Nowotarska policja wyjaśnia okoliczności wypadku, do którego doszło przed południem na przejeździe kolejowym w Szaflarach. Doszło do niego podczas egzaminu na prawo jazdy.
Za kierownicą samochodu siedziała 18-latka z gminy Jabłonka i egzaminator z oddziału Małopolskiego Ośrodka Ruchu Drogowego w Nowym Targu. Jak informuje asp. szt. Mariusz Wójcik z nowotarskiej policji, podczas przejazdu przez przejazd kolejowy samochód zgasł. Jest to przejazd niestrzeżony, bez sygnalizacji świetlnej i szlabanów. Ani kursantka, ani egzaminator nie wiedzieli, że nadjeżdża pociąg. Gdy ten nagle im się ukazał, próbowali wysiąść z samochodu. Udało się to egzaminatorowi, a młoda dziewczyna została w środku. Po uderzeniu samochód pchał przed sobą auto kilkadziesiąt metrów. 18-latka została zakleszczona w środku. Strażacy musieli rozcinać samochód, żeby ją wydobyć. W stanie ciężkim została zabrana przez pogotowie do szpitala w Nowym Targu.
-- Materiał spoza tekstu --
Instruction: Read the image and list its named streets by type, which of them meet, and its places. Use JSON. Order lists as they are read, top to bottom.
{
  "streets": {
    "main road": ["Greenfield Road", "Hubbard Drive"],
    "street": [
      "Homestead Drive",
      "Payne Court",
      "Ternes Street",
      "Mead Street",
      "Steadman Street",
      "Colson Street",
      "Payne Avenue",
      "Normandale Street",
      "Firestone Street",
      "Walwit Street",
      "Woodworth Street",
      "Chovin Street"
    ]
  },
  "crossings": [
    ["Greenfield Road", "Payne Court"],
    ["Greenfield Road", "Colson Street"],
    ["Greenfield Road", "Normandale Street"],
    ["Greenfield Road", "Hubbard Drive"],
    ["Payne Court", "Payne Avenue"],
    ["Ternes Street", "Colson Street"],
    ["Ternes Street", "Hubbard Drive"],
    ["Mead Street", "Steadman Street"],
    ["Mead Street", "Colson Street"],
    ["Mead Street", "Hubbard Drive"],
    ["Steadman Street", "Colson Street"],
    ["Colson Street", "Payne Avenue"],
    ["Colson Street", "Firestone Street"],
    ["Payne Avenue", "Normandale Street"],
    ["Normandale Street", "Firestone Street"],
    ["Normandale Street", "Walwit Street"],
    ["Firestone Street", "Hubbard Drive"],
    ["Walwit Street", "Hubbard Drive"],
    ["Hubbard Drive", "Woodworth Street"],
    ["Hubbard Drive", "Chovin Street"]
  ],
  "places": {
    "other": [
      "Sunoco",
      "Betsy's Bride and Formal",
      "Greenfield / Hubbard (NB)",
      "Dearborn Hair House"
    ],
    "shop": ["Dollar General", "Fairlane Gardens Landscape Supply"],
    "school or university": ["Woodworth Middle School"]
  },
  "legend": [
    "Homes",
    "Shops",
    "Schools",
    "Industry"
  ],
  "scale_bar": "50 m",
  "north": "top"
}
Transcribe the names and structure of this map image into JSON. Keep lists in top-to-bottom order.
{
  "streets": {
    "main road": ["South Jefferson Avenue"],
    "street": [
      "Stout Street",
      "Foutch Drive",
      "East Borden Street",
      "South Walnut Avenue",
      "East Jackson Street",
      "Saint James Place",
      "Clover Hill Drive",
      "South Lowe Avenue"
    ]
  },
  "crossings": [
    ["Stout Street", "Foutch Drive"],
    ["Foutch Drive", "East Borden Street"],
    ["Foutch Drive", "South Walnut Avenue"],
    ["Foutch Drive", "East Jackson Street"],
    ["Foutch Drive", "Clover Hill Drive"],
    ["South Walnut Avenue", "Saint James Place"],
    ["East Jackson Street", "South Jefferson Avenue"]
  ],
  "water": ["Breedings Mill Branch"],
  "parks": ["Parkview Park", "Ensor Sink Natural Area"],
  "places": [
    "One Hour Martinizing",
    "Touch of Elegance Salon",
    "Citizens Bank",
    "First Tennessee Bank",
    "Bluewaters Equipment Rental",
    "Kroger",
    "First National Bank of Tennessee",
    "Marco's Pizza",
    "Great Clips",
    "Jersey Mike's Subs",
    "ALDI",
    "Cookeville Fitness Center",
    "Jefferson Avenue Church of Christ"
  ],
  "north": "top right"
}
Policja wszczęła śledztwo w sprawie wypadku. Jego okoliczności bada też Małopolski Ośrodek Ruchu Drogowego. Kierownik nowotarskiego oddziału Stanisław Barnaś mówi, że prowadzone są czynności wyjaśniające i na na razie nie są udzielane żadne informacje w tej sprawie.